Priority Queues and Heaps

A queue serves elements in FIFO order. A priority queue serves elements by priority — the largest (or smallest) element always comes out first, regardless of insertion order. Under the hood: a heap.

What Makes a Priority Queue Special

In a regular queue, insertion order determines service order. In a priority queue, the element with the highest priority is always at the front — even if it was inserted last.

C++ — std::priority_queue

#include <bits/stdc++.h>
using namespace std;

int main() {
    // max-heap (default): largest element on top
    priority_queue<int> pq;

    pq.push(10);
    pq.push(40);
    pq.push(20);
    pq.push(5);

    cout << pq.top() << "\n";  // 40 (largest)
    pq.pop();                     // remove 40
    cout << pq.top() << "\n";  // 20
    cout << pq.size() << "\n";  // 3
    cout << pq.empty() << "\n"; // 0

    return 0;
}

Rust — BinaryHeap

use std::collections::BinaryHeap;

fn main() {
    // max-heap: largest element on top
    let mut pq = BinaryHeap::new();

    pq.push(10);
    pq.push(40);
    pq.push(20);
    pq.push(5);

    println!("{}", pq.peek().unwrap());  // 40
    pq.pop();                              // remove 40
    println!("{}", pq.peek().unwrap());  // 20
    println!("{}", pq.len());            // 3
    println!("{}", pq.is_empty());       // false
}

Min-Heap: Getting the Smallest Element

By default, priority queues are max-heaps (largest first). To get smallest-first, you need a min-heap.

C++ — min-heap

// Store negatives, or use greater:
priority_queue<int, vector<int>, greater<int>> min_pq;

// Or push negative values:
priority_queue<int> min_pq;
min_pq.push(-5);   // actually -5 → top = -5 (smallest magnitude)
min_pq.push(-3);
int val = -min_pq.top();  // 3

Rust — min-heap via std::cmp::Reverse

use std::collections::BinaryHeap;
use std::cmp::Reverse;

let mut min_pq: BinaryHeap<Reverse<i32>> = BinaryHeap::new();
min_pq.push(Reverse(10));
min_pq.push(Reverse(3));
min_pq.push(Reverse(7));

println!("{}", min_pq.peek().unwrap().0);  // 3 (smallest)

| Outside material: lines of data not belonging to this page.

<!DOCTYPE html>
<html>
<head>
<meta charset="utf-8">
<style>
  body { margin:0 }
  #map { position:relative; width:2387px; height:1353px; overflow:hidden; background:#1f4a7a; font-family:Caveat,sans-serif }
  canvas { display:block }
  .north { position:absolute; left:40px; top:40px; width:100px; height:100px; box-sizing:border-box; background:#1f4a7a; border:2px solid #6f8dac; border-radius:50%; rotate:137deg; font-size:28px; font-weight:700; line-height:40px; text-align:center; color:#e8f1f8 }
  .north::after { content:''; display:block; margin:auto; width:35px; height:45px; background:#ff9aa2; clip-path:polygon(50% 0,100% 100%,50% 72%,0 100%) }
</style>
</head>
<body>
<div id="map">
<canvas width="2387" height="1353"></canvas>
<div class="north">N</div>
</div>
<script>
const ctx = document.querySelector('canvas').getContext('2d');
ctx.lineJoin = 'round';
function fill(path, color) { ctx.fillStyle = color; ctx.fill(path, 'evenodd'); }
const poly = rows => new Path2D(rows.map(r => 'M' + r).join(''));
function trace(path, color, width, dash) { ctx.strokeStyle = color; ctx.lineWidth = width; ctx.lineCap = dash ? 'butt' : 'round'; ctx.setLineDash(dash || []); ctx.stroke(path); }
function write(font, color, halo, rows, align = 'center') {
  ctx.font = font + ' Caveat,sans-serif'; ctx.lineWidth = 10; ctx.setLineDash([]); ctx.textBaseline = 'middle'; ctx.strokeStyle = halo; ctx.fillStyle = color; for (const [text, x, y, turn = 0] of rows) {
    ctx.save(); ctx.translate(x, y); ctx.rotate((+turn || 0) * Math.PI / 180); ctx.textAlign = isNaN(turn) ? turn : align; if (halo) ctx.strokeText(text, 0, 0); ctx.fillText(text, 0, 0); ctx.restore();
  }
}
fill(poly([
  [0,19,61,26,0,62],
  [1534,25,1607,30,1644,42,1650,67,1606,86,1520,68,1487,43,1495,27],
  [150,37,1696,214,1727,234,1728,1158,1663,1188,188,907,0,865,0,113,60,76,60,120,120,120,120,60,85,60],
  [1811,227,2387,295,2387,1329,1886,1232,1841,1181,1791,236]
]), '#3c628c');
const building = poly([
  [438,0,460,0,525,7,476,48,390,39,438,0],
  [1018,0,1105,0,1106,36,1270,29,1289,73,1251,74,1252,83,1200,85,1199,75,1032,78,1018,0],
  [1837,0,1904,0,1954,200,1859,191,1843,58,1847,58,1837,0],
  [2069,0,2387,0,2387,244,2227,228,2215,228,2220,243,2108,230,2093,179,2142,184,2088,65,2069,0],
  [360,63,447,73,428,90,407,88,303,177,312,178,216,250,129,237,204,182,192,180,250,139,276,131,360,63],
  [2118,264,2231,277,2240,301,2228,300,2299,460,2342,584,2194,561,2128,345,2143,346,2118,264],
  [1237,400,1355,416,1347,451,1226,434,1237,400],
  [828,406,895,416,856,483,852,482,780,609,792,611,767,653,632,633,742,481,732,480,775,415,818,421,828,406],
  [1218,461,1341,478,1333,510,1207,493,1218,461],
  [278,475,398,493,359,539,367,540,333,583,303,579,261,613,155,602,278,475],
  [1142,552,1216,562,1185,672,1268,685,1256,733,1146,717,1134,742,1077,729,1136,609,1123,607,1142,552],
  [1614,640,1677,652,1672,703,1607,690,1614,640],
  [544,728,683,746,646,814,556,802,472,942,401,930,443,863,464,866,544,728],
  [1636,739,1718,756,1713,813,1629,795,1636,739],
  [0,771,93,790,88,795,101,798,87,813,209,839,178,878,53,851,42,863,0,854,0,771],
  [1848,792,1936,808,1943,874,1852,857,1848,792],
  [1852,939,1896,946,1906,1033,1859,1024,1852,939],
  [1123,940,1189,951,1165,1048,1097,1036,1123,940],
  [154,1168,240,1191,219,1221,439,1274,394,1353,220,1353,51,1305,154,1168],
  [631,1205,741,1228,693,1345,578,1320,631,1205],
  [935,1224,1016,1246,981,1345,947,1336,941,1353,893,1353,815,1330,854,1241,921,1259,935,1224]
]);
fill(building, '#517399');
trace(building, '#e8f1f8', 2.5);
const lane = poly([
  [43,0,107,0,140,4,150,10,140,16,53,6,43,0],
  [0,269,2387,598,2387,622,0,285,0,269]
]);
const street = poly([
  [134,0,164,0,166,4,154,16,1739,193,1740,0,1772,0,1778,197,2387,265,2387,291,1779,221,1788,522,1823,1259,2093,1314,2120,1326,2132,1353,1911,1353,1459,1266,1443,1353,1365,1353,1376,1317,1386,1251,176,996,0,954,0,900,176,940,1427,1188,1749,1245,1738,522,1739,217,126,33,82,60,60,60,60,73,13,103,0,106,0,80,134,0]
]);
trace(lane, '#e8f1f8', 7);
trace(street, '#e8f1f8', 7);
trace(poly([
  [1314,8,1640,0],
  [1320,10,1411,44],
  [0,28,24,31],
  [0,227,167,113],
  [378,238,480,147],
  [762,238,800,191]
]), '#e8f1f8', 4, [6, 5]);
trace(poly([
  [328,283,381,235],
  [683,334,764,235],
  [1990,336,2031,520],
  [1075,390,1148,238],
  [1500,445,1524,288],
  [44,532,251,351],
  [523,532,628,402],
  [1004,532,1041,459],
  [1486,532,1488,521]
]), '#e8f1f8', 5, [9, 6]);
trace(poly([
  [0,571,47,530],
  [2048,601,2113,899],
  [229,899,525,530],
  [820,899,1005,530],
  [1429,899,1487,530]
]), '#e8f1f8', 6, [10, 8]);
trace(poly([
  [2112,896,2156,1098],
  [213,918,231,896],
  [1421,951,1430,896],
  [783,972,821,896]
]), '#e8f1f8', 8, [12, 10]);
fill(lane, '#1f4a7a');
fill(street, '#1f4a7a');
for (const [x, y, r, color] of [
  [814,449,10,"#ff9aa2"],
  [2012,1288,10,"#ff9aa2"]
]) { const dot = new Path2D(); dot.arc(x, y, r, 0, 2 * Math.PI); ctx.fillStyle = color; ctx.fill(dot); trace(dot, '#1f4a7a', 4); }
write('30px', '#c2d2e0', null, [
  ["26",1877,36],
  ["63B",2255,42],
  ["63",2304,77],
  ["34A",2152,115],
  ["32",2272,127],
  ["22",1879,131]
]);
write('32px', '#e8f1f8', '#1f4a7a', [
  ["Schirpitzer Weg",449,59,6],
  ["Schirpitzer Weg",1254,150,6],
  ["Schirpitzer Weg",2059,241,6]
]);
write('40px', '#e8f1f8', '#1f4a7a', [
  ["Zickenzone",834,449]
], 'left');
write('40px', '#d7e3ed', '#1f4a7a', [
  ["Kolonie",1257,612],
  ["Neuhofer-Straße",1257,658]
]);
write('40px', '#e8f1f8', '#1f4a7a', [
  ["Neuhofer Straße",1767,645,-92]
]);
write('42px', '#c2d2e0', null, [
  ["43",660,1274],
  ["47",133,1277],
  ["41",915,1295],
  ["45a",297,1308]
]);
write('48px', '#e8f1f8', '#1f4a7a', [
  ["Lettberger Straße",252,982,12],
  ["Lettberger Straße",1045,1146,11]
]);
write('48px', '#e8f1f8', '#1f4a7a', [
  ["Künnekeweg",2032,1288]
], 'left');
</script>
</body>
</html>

Reverse wraps a value and reverses its ordering. The heap still behaves as a max-heap on the wrapper, but the wrapper's max is the smallest original value.

💡 The negative-value trick (C++)

Storing negative values is a common contest hack. Push -x instead of x, and the max-heap effectively becomes a min-heap. Negate again on pop. It avoids the verbose greater<int> syntax.

Real Use: Top K Elements

Find the K largest elements in an array. Naive: sort and take the last K (O(N log N)). With a min-heap of size K: O(N log K).

C++ — top K with min-heap

vector<int> top_k(vector<int>& arr, int k) {
    priority_queue<int, vector<int>, greater<int>> min_pq;

    for (int x : arr) {
        min_pq.push(x);
        if (min_pq.size() > k) min_pq.pop();  // evict smallest
    }

    vector<int> result;
    while (!min_pq.empty()) {
        result.push_back(min_pq.top());
        min_pq.pop();
    }
    return result;
}

📐 How the K-heap trick works

Keep a min-heap of size K. For each new element, push it. If the heap exceeds K, pop the smallest — it's guaranteed not to be in the top K. When you're done, the heap contains exactly the K largest elements. O(N log K) instead of O(N log N).

Key Takeaways

→ Priority queue = heap. Insert O(log N), pop O(log N), peek O(1).
→ Default is max-heap (largest first). Min-heap via greater<T> (C++) or Reverse (Rust).
→ Top K pattern: min-heap of size K, evict smallest on overflow.
→ Competitive programming: learn the greater<T> and negative-value tricks.